Suppose the PCI bus is sending 0xec000174 but the card is expecting, say, a doubleword aligned address of 0xec174000, for example, and so is not responding to that address.

This unaligned target ID seems to be a common thread through a few different tombstone files, so I'd like a way to check some known-good cards to help figure out whether or not an unaligned target address is normal.
17 REPLIES
Robert_Jewell
Honored Contributor

Re: Possible to obtain PCI_BUS_TARGET_ID prior to HPMC?

What type of card are you referring to? There is an issue with some U320 cards not handling device failures well and causing an HPMC to occur. I beleive this was for 11.11.

That could be related to what you are asking about. The fix is to update the "mpt u320" software (located at software.hp.com).

-Bob
----------------
Was this helpful? Like this post by giving me a thumbs up below!
mvpel
Trusted Contributor

Re: Possible to obtain PCI_BUS_TARGET_ID prior to HPMC?

After many, many hours of study I was able to drill down into this and figure it out - the HPMC occurs as a result of an invalid DMA access via a page mapped for the PCI card.

The PCI Local Bus Specification 2.1 allows a card to ignore PCI bus address assertions that are beyond the range of its registers.

When a card's registers are mapped to host memory, the minimum is one 4k page. If a memory access is made to any part of this page other than the range of addresses which the card accepts, the card ignores it as it is permitted to and does not assert DEVSEL#, and then the bus times out.

Now we're trying to figure out where the bad access is coming from.
Robert_Jewell
Honored Contributor

Re: Possible to obtain PCI_BUS_TARGET_ID prior to HPMC?

Did you get any further with this? I ask as I am seeing occasional issues as well with 11.11 systems (rp8420 vpars specifically).

The string I see is similar to as follows:
LBA received no DEVSEL# when mastering the I/O bus.

This is causing a timeout as you describe and an HPMC occurs. Replacing the associated card did not resolve this for us.

-Bob
----------------
Was this helpful? Like this post by giving me a thumbs up below!
mvpel
Trusted Contributor

Re: Possible to obtain PCI_BUS_TARGET_ID prior to HPMC?

The problem can arise when the card's registers are memory-mapped, and something (driver, or an application for public IO maps) pokes the map in the wrong place.

You can see if there's anything iomapped on your system by examining the kernel's iomappers linked list.

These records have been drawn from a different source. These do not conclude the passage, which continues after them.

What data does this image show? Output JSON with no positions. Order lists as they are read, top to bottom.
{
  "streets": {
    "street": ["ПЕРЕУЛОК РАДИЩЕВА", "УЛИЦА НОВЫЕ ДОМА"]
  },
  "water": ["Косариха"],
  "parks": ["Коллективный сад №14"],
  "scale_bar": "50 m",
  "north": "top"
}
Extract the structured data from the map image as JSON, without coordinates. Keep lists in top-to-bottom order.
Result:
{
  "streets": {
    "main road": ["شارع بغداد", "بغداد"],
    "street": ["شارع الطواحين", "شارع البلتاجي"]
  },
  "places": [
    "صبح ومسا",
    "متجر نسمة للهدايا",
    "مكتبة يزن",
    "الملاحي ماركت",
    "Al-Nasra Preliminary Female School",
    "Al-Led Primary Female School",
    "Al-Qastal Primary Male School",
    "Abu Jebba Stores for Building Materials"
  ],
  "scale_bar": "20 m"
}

With Q4, I think the syntax is:

q4> load struct iomapper from iomappers next next max 50
q4> print

This will show you all the IO mappers associated with active processes on the system. The p_vaddr address is the virtual address of the map in quadrant 4. The "iomapper" address contains a pointer to the head of the iomappers list.

A tip 'o the hat goes to WTEC S.A. for this information having soaked deep into my brain during our six months worth of work leading to PHKL_41910.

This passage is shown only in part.